WORK ITEM » For the data below, please report each line where the word "middle" is found.
(DATA FOR THIS EXERCISE Opens)
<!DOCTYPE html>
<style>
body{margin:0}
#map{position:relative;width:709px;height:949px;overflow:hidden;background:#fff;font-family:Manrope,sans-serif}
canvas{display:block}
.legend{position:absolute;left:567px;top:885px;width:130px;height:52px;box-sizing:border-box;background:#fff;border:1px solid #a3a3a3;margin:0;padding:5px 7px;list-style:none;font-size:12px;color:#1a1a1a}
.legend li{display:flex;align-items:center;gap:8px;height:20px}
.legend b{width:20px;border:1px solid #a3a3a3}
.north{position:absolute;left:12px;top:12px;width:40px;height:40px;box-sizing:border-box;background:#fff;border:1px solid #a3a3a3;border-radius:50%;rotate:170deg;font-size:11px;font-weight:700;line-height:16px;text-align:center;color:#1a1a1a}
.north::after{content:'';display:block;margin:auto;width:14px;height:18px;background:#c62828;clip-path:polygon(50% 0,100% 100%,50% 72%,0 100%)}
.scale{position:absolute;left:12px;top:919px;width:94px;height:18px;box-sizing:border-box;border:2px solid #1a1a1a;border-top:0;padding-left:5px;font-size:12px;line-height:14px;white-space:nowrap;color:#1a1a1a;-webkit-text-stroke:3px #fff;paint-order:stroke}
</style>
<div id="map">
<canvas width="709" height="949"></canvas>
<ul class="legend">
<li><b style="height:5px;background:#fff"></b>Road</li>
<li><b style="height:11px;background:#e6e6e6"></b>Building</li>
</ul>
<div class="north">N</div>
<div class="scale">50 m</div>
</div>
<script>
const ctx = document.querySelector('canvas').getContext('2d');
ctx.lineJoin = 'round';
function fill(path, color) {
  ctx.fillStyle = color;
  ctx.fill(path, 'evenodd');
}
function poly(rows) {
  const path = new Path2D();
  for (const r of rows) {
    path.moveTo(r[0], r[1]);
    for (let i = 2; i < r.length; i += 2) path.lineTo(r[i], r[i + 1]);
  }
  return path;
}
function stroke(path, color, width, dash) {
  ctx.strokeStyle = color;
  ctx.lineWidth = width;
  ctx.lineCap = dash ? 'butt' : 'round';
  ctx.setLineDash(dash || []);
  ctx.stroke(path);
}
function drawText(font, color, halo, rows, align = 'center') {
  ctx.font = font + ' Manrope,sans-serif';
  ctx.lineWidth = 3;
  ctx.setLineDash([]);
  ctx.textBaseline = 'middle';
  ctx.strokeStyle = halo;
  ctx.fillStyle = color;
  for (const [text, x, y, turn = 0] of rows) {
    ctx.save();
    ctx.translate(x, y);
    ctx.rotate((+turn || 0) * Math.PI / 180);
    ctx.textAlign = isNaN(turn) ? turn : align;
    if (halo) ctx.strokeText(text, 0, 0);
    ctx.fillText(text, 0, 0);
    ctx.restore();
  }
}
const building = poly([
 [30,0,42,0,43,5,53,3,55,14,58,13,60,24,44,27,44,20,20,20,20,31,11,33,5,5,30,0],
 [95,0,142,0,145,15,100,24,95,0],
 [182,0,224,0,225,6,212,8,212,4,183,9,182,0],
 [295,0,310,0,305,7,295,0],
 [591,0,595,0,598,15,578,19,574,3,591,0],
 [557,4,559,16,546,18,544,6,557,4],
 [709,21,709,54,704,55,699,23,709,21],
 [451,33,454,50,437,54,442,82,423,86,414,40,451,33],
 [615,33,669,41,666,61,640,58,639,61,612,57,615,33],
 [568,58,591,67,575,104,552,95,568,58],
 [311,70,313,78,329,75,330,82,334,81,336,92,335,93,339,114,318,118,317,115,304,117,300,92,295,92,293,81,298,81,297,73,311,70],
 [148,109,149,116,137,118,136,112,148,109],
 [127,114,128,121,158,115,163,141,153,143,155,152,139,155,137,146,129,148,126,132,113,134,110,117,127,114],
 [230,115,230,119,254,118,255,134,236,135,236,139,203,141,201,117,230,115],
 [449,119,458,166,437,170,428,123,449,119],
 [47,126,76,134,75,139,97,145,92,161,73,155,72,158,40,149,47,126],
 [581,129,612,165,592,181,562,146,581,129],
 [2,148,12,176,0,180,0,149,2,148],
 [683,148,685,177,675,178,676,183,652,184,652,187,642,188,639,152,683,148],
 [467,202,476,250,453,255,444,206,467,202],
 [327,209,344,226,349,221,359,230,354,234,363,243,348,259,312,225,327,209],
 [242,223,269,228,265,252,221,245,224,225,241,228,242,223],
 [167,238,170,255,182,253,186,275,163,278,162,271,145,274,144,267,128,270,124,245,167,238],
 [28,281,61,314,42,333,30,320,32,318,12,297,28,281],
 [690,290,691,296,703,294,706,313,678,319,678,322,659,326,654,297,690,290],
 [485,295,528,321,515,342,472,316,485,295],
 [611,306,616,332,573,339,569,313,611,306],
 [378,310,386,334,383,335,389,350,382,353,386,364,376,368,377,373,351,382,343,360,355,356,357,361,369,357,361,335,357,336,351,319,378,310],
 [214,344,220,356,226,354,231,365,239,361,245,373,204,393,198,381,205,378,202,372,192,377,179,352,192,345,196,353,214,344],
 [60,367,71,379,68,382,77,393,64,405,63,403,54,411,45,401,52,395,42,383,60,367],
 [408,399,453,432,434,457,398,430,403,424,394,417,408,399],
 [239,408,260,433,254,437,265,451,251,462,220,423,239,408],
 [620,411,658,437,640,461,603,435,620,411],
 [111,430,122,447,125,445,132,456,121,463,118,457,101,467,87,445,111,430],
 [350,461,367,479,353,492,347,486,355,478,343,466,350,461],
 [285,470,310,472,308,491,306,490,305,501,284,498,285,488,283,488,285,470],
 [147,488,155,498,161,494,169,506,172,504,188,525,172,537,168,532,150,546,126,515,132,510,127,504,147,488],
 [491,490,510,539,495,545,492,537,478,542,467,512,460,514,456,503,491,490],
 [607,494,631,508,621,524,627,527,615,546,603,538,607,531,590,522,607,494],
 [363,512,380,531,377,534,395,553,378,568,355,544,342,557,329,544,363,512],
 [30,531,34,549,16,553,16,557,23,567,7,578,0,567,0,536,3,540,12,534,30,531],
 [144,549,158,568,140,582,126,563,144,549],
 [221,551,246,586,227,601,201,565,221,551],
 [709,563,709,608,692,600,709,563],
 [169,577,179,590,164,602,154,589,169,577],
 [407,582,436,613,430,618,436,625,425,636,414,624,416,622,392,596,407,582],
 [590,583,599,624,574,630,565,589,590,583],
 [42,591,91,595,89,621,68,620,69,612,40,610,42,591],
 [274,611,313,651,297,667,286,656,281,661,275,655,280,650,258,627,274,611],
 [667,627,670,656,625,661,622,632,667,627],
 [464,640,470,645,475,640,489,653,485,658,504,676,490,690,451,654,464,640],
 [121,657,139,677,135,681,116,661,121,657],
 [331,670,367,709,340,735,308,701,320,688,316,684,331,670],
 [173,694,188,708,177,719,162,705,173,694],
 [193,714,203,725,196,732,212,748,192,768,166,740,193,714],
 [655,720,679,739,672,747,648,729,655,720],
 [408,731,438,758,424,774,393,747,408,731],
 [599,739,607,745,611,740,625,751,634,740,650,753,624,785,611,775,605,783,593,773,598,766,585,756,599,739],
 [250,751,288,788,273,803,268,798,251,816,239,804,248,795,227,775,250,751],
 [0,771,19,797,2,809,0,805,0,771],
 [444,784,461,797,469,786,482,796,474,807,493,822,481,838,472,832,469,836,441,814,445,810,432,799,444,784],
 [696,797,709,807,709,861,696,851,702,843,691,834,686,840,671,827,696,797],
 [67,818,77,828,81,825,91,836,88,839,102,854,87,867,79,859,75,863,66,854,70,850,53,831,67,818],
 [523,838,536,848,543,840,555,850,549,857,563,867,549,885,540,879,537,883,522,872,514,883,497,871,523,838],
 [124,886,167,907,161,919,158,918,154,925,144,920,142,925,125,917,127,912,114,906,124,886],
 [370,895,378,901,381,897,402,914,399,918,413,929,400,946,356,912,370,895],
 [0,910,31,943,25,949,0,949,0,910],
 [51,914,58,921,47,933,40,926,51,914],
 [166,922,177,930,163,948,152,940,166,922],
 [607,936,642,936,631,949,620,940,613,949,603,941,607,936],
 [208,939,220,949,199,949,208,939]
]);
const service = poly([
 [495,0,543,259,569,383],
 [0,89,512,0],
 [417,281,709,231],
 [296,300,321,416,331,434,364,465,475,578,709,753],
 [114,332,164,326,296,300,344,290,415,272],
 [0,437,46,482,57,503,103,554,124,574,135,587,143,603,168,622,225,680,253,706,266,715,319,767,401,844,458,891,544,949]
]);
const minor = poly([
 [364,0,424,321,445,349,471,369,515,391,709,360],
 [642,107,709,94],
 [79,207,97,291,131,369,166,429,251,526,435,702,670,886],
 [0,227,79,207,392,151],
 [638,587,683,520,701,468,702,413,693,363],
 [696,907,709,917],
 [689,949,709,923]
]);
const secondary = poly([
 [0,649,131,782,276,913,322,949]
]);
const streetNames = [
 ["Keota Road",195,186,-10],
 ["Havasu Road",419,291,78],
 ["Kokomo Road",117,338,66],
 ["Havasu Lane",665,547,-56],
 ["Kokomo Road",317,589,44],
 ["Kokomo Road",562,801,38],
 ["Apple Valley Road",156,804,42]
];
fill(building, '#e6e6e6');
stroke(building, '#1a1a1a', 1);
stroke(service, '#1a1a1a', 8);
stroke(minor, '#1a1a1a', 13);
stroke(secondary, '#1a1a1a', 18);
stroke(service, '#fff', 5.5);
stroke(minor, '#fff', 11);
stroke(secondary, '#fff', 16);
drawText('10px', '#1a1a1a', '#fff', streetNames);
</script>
(DATA FOR THIS EXERCISE Closes)
(DATA FOR THIS EXERCISE Opens)
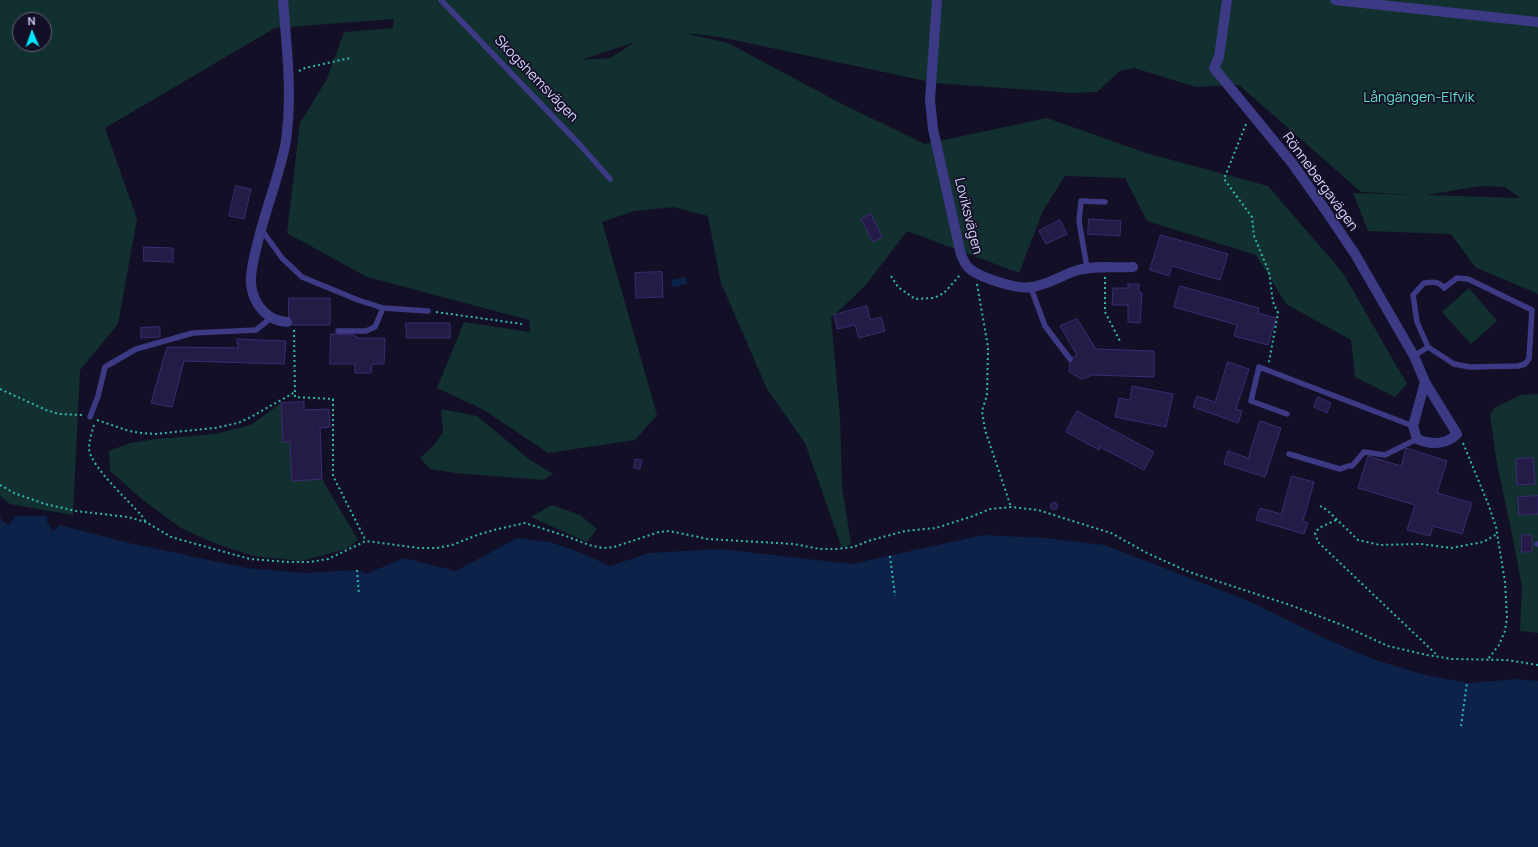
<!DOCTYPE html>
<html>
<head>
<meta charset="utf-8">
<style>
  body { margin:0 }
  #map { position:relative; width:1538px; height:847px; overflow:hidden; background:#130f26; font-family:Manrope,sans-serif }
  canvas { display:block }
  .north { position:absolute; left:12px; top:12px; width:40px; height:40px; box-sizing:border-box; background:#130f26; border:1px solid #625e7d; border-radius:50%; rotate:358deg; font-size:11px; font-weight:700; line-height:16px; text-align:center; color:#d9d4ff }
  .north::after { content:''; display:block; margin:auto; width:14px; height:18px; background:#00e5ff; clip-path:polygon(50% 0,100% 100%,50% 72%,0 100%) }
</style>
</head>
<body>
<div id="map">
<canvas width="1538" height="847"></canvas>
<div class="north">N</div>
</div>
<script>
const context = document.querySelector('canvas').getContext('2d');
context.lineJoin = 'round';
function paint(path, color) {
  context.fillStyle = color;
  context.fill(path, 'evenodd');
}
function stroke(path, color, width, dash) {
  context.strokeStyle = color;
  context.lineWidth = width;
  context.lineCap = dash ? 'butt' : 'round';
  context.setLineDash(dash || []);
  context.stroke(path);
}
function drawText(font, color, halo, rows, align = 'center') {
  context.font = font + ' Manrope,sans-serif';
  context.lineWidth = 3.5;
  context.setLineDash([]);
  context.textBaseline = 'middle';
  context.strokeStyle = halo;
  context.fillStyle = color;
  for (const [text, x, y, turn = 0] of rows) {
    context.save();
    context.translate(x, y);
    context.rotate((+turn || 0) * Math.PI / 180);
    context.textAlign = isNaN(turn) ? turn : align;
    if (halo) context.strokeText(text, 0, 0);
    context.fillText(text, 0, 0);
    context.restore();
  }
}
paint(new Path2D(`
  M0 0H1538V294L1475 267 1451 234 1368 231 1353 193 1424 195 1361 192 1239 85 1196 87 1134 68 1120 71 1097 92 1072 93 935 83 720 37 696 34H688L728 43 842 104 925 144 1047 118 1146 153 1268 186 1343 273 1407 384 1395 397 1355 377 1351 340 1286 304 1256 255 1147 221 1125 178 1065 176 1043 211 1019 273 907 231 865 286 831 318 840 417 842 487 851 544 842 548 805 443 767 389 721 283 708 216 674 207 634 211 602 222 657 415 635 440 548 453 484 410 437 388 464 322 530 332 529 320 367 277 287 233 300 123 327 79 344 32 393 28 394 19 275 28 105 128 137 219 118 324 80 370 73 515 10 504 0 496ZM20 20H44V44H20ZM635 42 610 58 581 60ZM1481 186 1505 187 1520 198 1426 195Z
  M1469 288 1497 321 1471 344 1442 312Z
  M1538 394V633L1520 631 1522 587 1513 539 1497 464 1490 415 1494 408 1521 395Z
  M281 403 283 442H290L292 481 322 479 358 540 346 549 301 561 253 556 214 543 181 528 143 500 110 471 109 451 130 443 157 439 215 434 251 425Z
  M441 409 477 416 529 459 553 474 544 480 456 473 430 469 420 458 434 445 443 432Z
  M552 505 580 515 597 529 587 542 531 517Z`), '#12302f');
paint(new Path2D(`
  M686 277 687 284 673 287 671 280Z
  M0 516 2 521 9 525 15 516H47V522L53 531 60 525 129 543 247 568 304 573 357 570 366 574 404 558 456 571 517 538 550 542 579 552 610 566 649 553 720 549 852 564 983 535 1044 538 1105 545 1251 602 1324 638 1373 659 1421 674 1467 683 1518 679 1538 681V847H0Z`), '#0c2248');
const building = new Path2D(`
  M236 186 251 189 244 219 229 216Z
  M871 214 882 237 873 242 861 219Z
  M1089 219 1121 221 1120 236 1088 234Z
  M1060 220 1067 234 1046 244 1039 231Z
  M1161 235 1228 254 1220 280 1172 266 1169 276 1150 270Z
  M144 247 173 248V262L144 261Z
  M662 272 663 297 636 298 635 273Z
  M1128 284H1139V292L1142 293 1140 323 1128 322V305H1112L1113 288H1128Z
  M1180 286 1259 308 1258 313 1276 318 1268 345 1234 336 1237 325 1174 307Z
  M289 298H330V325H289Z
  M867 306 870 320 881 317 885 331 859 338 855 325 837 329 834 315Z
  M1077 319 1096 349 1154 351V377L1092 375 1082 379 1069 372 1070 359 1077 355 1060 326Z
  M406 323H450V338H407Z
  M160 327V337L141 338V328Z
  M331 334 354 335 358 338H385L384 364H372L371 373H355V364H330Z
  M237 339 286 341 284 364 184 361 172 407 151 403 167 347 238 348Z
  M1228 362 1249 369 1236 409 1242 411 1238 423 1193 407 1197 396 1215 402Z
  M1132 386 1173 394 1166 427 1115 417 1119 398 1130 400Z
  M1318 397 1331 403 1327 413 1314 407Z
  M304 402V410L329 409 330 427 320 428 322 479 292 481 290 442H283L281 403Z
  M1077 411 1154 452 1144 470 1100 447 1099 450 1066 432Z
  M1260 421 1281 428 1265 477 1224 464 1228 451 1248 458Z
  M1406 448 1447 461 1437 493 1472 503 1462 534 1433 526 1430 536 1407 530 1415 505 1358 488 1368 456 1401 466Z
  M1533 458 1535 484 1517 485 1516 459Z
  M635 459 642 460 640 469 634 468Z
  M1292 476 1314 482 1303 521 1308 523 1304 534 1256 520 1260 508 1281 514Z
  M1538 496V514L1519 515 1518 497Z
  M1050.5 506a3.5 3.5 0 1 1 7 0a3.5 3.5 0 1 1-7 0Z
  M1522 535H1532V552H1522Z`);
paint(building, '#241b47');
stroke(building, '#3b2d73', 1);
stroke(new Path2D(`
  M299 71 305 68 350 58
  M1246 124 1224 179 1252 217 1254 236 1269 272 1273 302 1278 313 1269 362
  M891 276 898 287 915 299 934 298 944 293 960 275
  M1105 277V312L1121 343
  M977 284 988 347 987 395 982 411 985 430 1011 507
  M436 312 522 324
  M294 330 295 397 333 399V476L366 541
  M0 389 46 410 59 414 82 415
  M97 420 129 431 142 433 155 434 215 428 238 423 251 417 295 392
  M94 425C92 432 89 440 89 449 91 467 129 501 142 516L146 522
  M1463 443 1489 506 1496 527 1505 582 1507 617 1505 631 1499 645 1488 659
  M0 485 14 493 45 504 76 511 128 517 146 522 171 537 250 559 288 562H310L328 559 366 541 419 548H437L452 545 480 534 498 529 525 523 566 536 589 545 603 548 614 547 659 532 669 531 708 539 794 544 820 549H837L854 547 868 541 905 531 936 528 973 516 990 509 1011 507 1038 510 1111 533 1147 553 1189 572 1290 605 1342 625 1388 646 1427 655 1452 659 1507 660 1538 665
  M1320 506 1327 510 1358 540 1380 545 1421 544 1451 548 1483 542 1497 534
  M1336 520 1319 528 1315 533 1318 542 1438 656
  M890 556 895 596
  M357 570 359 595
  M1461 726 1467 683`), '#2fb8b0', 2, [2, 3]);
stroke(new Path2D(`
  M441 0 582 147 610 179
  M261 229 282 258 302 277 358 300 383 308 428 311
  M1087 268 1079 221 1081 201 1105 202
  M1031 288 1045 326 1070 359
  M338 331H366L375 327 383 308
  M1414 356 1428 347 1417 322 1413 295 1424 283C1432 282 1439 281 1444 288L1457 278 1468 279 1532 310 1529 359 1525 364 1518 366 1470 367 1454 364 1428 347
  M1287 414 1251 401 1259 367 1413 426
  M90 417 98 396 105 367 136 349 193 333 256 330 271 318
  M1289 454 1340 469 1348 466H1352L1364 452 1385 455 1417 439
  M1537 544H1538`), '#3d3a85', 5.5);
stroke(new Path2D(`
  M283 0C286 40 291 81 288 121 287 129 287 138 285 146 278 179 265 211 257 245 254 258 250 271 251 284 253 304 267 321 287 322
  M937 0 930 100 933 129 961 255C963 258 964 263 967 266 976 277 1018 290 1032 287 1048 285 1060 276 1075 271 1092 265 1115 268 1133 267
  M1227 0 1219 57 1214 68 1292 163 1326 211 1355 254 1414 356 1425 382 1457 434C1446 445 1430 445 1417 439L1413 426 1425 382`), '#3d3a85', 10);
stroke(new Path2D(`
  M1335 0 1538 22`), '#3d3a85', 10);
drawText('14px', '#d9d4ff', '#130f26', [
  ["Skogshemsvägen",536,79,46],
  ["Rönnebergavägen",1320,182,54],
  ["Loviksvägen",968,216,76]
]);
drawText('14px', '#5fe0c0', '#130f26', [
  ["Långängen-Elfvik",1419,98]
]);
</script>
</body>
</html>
(DATA FOR THIS EXERCISE Closes)
EXERCISE OUTPUT »
  ctx.textBaseline = 'middle';
  context.textBaseline = 'middle';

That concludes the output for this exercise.